Unfortunately, her sister still didn't conceive.
"They transferred the embryo, it didn't implant, and then tried the whole process again with a paid egg donor (which cost around 8-10k), and once again only got 1-2 viable embryos," the woman said. "Neither embryo took, and my sister did a bunch more testing/procedures to try and conceive and was unsuccessful."
Then they realized her husband might be the problem.
"Not too long ago, it came to light that part of the problem was that Greg was actively smoking weed when it came time to donate his sperm samples for the two egg donations, despite being told by the clinic that he couldn't smoke weed, or do any other drugs leading up to giving his sperm samples. Our family was very upset to learn this because we already don't like him, and we see our sister killing herself physically and mentally to give him a biological child, just for him to be unwilling to give one thing up to make the process work."
Now they're asking for money for an adoption.
"Now, they are trying to adopt, and have asked me and my husband (31M), our family, and everyone else to help them pay for it," the woman said. "My husband and I just had our first child this year, and aren't rich by any means.
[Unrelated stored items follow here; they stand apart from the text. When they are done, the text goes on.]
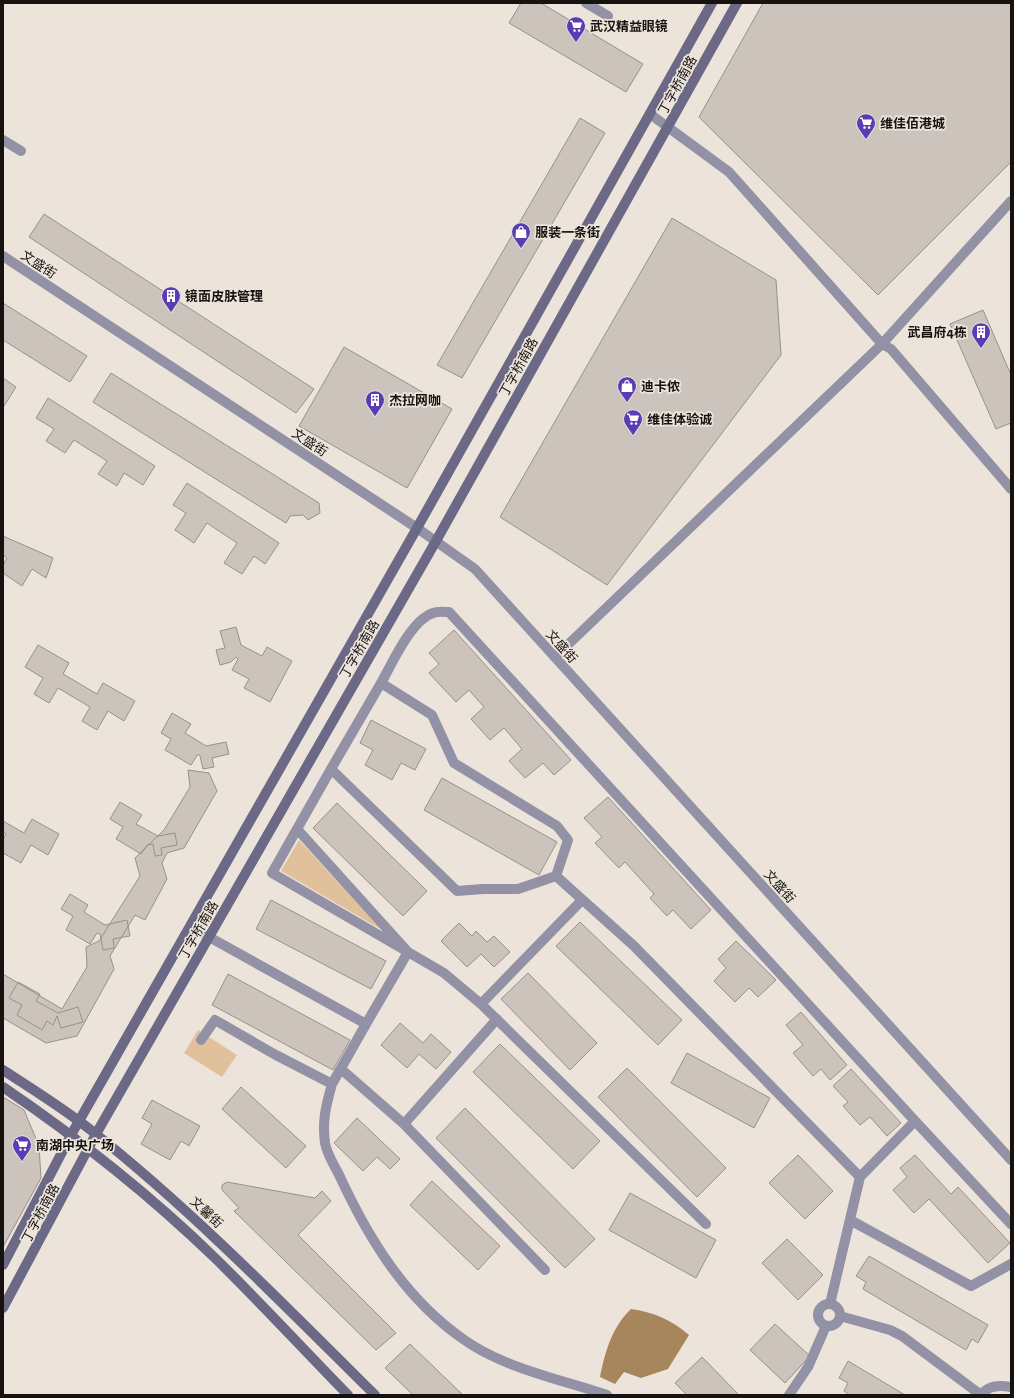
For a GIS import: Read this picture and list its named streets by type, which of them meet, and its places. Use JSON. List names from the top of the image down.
{
  "streets": {
    "main road": ["丁字桥南路", "文馨街"],
    "street": ["文盛街"]
  },
  "crossings": [
    ["丁字桥南路", "文盛街"],
    ["丁字桥南路", "文馨街"]
  ],
  "places": {
    "supermarket": [
      "武汉精益眼镜",
      "维佳佰港城",
      "维佳体验诚",
      "南湖中央广场"
    ],
    "shop": ["服装一条街", "迪卡侬"],
    "building": ["镜面皮肤管理", "武昌府4栋", "杰拉网咖"]
  }
}
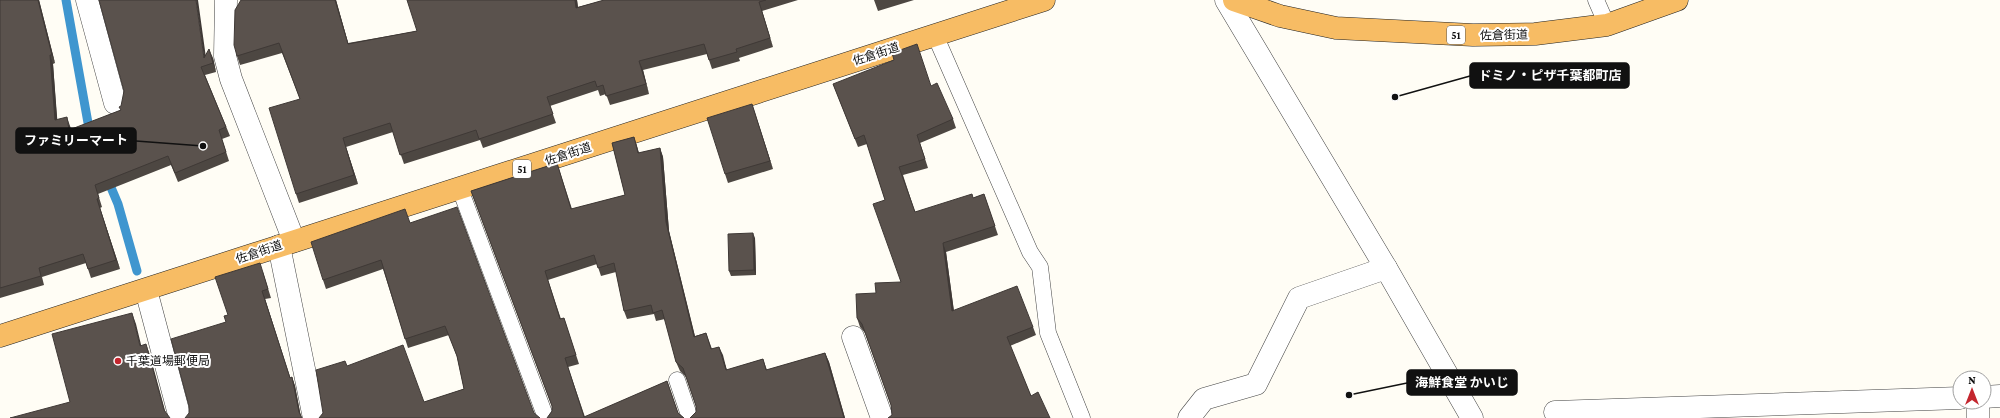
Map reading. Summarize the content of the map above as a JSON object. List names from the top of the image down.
{
  "streets": {
    "highway": ["51", "佐倉街道"]
  },
  "places": [
    "ドミノ・ピザ千葉都町店",
    "ファミリーマート",
    "千葉道場郵便局",
    "海鮮食堂 かいじ"
  ],
  "north": "top"
}
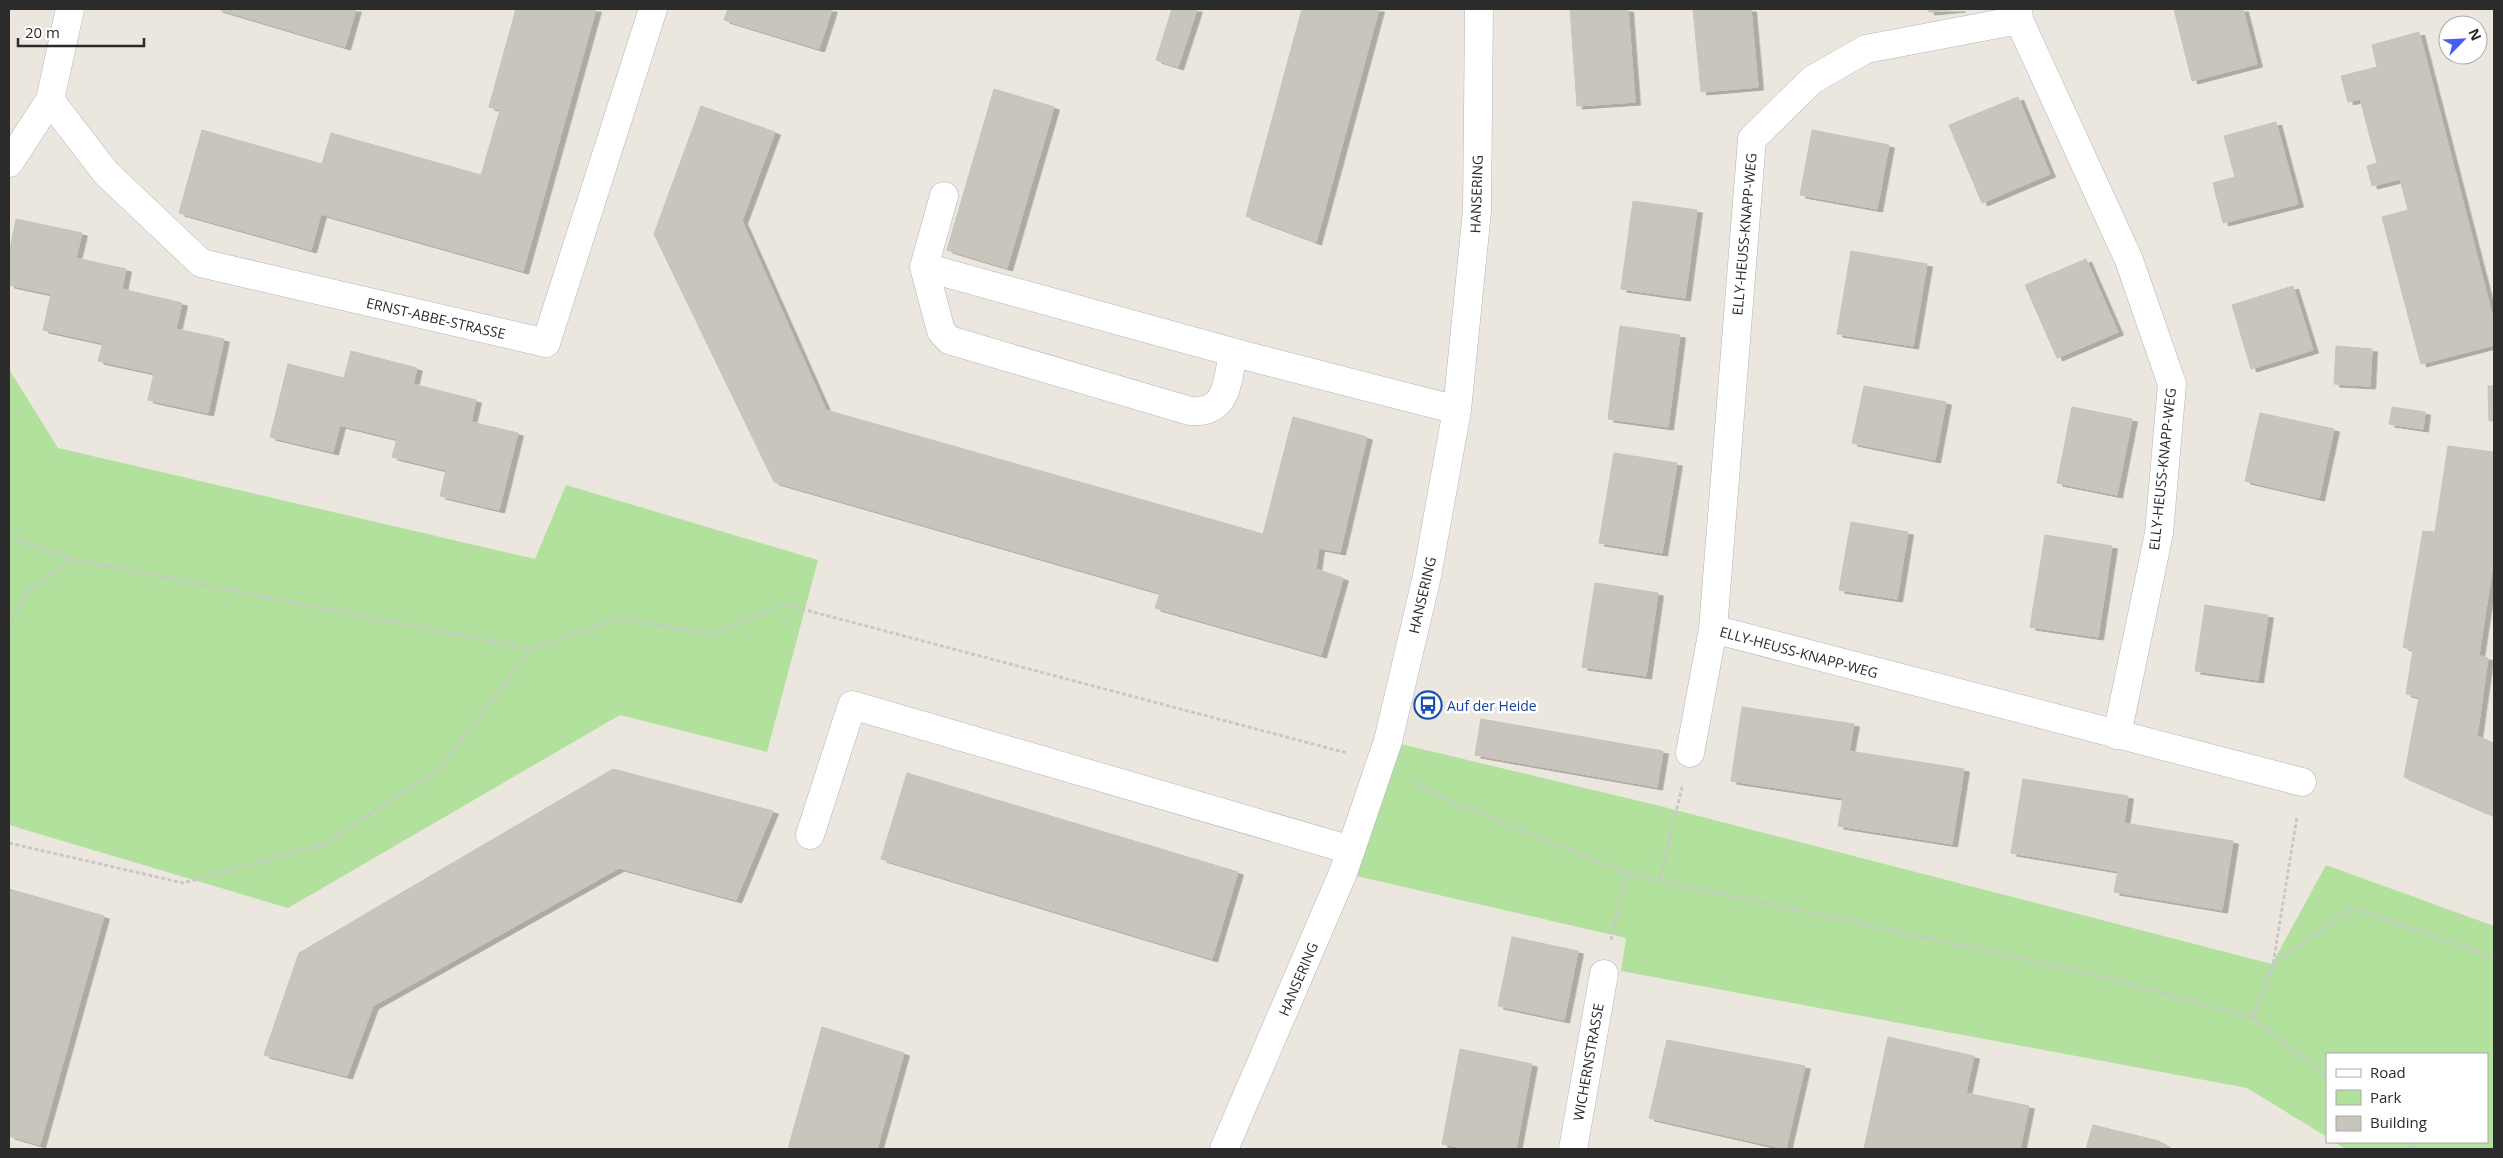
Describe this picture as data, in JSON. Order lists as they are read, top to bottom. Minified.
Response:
{"streets":{"street":["HANSERING","ELLY-HEUSS-KNAPP-WEG","ERNST-ABBE-STRASSE","WICHERNSTRASSE"]},"places":{"bus stop":["Auf der Heide"]},"legend":["Road","Park","Building"],"scale_bar":"20 m","north":"top right"}
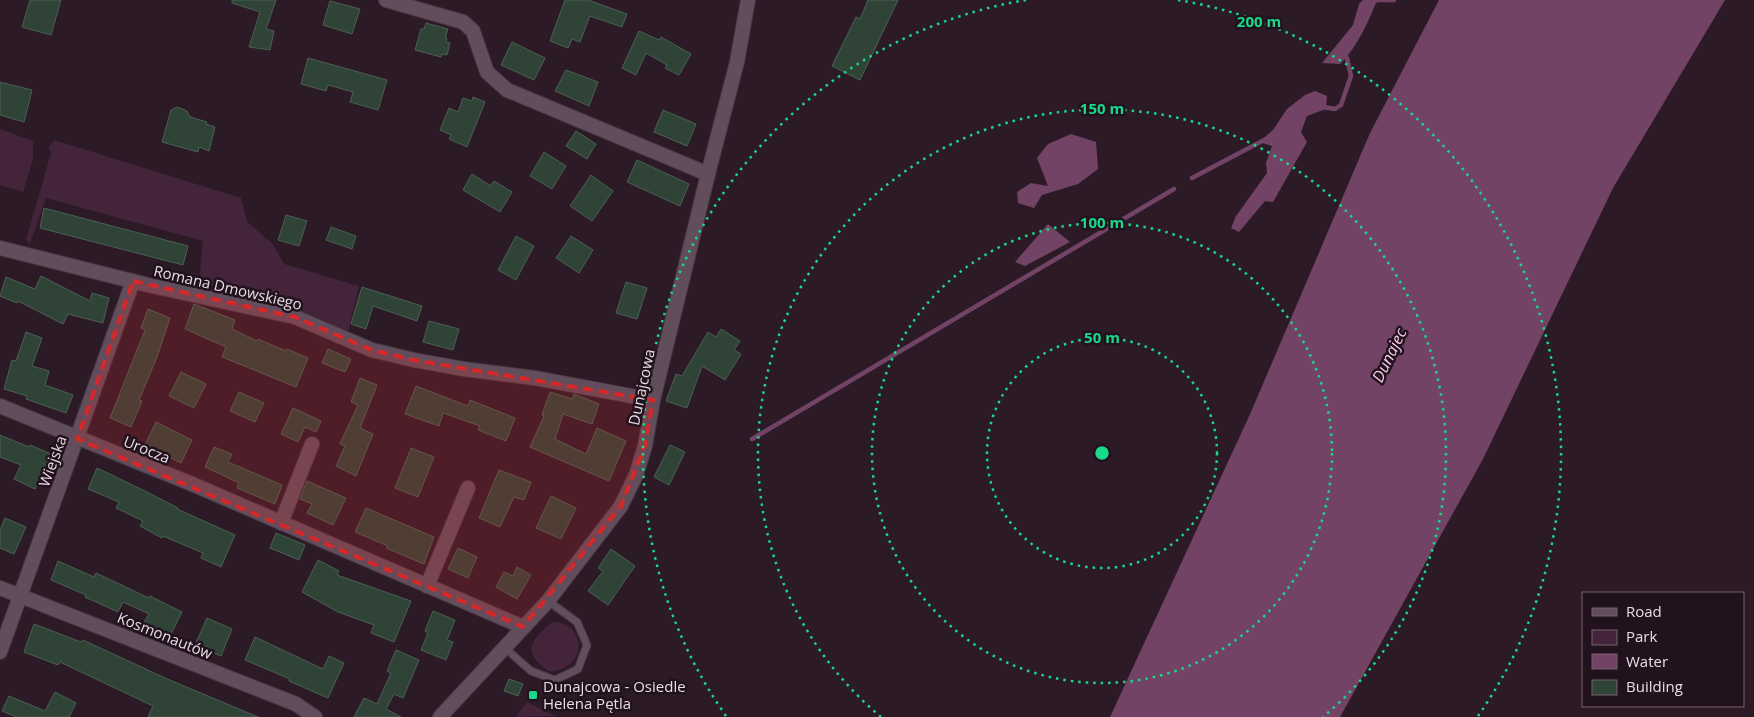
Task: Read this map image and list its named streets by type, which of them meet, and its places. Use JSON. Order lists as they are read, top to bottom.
{
  "streets": {
    "street": [
      "Romana Dmowskiego",
      "Dunajcowa",
      "Urocza",
      "Wiejska",
      "Kosmonautów"
    ]
  },
  "crossings": [
    ["Romana Dmowskiego", "Dunajcowa"],
    ["Romana Dmowskiego", "Wiejska"],
    ["Dunajcowa", "Urocza"],
    ["Urocza", "Wiejska"],
    ["Wiejska", "Kosmonautów"]
  ],
  "water": ["Dunajec"],
  "places": {
    "transit": ["Dunajcowa - Osiedle Helena Pętla"]
  },
  "legend": [
    "Road",
    "Park",
    "Water",
    "Building"
  ],
  "rings": [
    "200 m",
    "150 m",
    "100 m",
    "50 m"
  ]
}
The problem for me is that Greg has made comments to me about how my egg donation wasn't enough and that if I was a good sister, I would help support them."
The woman doesn't know what to do.
"We haven't seen them since they put in the family group chat about wanting money, and I'm dreading the thought of seeing them because I know that they will bring up the fact that my sister paid for two of my semesters at community college and bought me a laptop for school, which they have told me that I don't have to pay them back. It's causing me a lot of anxiety because I know that Greg will not be respectful/gracious about asking, and my sister will cry and try to guilt us into helping them financially, which I'm not willing to do."
People aren't buying the couple's story.
One commenter pointed out that everyone knows the cost of eggs versus two semesters of community college is likely not the same: "People pay LOTS of money for eggs. Definitely more than a couple of community college semesters and a laptop, which they well know because they paid for the second round of eggs from a stranger."
They're also pointing out that her brother-in-law is ignoring his own responsibilities.
A second commenter implied that the woman's husband doesn't seem too committed to actually having kids: "Greg was in his 30s when they started this (yup, the man's age matters, too), and fertility clinics encourage male patients to adapt good lifestyle habits to help encourage healthy sperm development. It takes about 3 months for sperm to mature, so it's a commitment."
It's OK for the woman to focus on herself.
A third person encouraged the woman to walk away from the situation: "You went through all the necessary procedures to donate eggs. As they know full well from their second round of IVF, you could have charged them $8 to $10k for being an egg donor. Your community college tuition and laptop have been paid for by that debt and then some. If they ask, just say you have already contributed to this cause and now need to focus on your own family."